* Information provided:
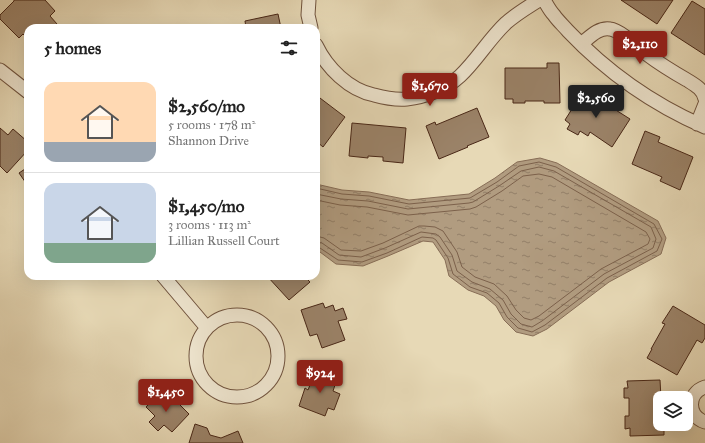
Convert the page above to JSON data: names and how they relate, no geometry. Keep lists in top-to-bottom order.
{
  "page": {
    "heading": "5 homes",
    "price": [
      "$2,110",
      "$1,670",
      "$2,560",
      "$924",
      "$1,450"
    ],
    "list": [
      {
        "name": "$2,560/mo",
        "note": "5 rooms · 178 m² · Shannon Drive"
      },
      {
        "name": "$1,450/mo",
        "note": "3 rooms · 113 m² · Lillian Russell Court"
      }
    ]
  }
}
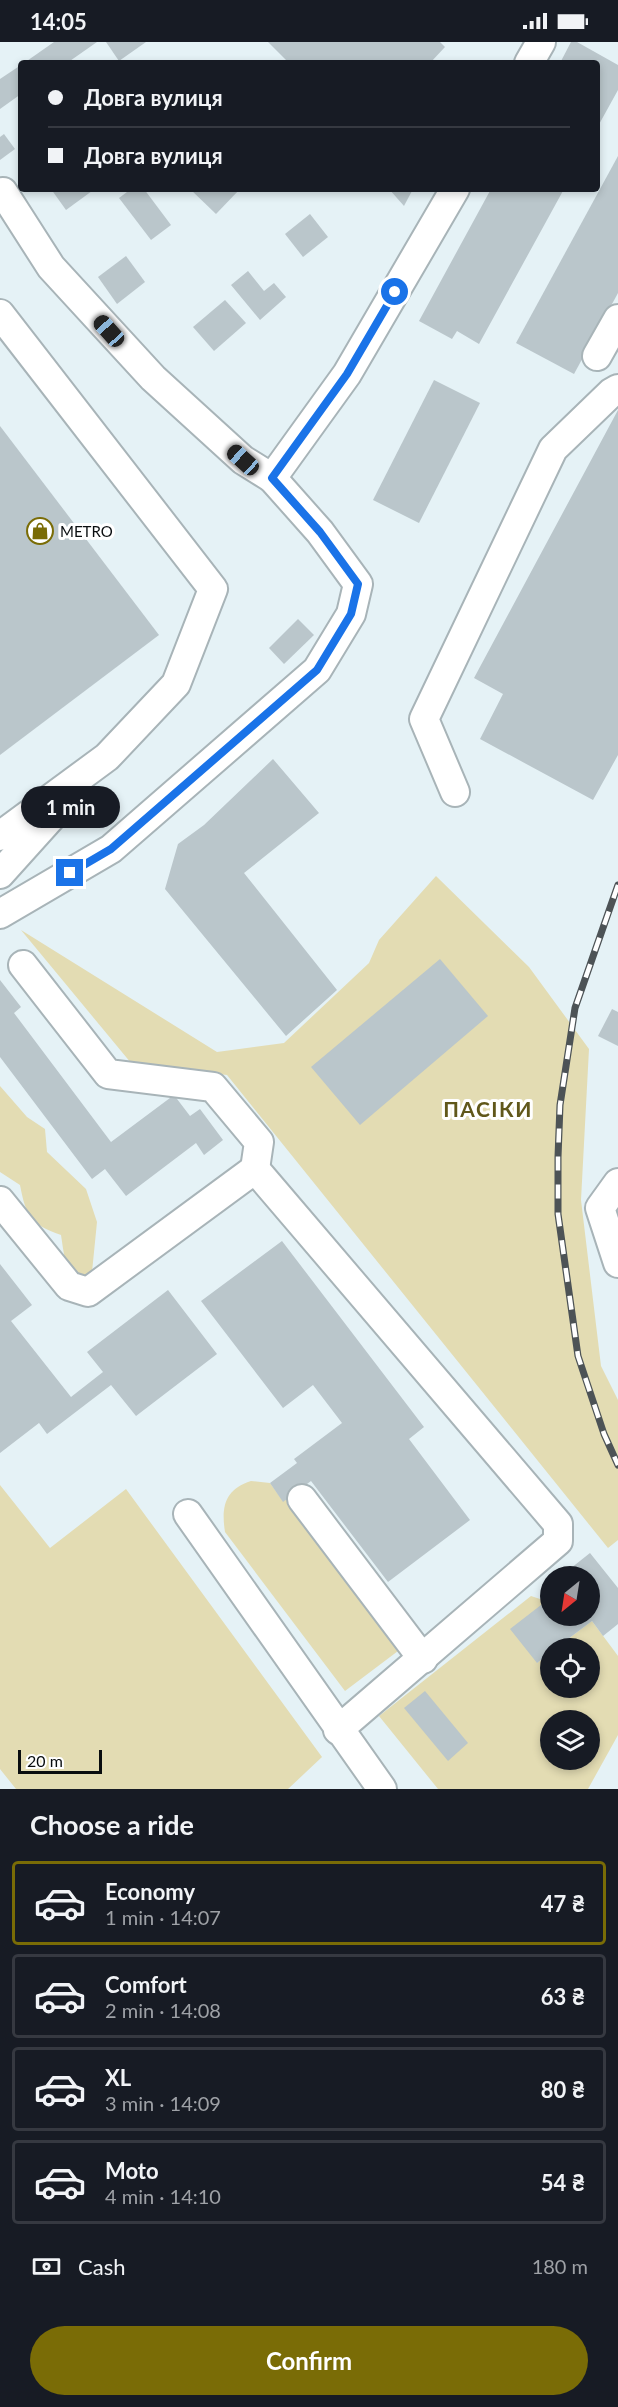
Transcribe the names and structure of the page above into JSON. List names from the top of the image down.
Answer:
...
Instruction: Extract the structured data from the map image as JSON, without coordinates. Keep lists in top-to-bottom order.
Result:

* Task instructions: Would you filter the records and copy out each line containing "image"?

* Result for this exercise:
Transcribe the names and structure of the page above into JSON. List names from the top of the image down.
Instruction: Extract the structured data from the map image as JSON, without coordinates. Keep lists in top-to-bottom order.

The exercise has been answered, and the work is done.